Your assignment: All lines with the word "stream" in the material below are required.

Input:

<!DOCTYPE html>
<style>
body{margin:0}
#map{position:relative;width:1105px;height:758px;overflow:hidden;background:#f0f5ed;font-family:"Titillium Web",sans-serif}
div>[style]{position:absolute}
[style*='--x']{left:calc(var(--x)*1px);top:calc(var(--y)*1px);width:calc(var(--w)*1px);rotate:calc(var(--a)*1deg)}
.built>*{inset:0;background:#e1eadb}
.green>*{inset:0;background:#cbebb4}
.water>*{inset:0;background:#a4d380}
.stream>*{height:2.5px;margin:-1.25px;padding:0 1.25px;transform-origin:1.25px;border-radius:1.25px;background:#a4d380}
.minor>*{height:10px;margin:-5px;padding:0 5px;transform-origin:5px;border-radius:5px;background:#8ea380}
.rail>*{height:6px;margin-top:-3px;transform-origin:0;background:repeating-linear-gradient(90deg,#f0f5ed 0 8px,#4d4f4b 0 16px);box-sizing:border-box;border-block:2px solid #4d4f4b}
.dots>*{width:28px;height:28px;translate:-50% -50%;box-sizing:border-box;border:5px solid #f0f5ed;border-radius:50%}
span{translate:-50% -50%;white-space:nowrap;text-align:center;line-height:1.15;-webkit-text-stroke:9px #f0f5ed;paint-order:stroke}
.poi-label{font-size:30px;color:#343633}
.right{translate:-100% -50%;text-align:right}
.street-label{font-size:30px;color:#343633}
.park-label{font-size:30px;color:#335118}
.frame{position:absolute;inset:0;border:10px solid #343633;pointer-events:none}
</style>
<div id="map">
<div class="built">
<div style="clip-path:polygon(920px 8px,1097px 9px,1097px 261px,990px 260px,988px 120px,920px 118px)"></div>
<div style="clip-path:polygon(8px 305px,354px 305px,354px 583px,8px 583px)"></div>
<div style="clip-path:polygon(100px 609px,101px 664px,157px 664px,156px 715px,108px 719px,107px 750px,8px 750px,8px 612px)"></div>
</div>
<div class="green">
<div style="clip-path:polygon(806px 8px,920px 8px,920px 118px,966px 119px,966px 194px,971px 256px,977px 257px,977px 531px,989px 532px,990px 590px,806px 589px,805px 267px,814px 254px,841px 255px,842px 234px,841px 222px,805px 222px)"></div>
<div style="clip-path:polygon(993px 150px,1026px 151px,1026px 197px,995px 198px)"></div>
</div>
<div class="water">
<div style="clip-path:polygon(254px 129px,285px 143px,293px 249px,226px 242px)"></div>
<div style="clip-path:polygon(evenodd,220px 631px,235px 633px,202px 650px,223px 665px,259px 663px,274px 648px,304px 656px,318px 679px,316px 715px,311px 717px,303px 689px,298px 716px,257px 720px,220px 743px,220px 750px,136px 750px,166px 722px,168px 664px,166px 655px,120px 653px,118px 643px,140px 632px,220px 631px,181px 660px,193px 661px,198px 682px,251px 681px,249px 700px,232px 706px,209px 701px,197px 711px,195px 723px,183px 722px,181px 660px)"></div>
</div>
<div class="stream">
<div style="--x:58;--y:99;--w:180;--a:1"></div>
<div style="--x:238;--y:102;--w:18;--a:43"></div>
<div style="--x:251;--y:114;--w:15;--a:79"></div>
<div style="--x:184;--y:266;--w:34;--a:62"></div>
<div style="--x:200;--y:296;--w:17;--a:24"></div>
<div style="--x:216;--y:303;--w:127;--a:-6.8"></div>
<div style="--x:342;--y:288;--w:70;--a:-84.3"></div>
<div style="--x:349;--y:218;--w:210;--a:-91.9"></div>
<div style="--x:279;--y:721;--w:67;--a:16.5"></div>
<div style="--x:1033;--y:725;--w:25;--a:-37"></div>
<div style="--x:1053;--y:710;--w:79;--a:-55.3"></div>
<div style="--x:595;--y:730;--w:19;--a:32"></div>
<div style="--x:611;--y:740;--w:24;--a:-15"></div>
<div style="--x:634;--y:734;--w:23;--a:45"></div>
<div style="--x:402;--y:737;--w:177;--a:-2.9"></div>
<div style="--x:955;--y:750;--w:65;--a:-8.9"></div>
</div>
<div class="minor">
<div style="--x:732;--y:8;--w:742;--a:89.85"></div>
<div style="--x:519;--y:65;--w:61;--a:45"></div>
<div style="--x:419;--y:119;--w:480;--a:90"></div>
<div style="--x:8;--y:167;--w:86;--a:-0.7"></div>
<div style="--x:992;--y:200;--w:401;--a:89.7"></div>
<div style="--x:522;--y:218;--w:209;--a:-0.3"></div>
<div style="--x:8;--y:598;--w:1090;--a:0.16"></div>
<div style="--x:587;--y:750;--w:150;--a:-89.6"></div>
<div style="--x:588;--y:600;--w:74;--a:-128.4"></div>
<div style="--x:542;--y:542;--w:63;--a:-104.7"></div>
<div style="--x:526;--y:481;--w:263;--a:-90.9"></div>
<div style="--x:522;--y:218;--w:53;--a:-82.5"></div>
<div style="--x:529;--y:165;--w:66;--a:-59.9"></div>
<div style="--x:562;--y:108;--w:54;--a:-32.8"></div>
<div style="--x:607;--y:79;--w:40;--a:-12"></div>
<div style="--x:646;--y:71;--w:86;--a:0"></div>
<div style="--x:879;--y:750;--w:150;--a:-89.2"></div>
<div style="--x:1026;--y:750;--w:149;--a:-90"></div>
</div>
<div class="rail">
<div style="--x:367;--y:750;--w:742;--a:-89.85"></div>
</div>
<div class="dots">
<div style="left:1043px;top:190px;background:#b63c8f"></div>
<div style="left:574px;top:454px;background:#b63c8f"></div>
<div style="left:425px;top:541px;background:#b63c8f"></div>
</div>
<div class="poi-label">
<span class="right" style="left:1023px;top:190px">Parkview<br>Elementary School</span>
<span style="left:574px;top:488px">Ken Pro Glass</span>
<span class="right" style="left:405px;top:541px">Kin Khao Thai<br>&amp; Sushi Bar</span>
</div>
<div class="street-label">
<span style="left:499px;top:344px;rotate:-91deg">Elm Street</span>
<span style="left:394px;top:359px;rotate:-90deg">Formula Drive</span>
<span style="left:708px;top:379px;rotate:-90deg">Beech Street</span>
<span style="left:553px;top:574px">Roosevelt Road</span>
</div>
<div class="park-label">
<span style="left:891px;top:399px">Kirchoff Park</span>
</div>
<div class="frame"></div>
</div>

Written reply:
.stream>*{height:2.5px;margin:-1.25px;padding:0 1.25px;transform-origin:1.25px;border-radius:1.25px;background:#a4d380}
<div class="stream">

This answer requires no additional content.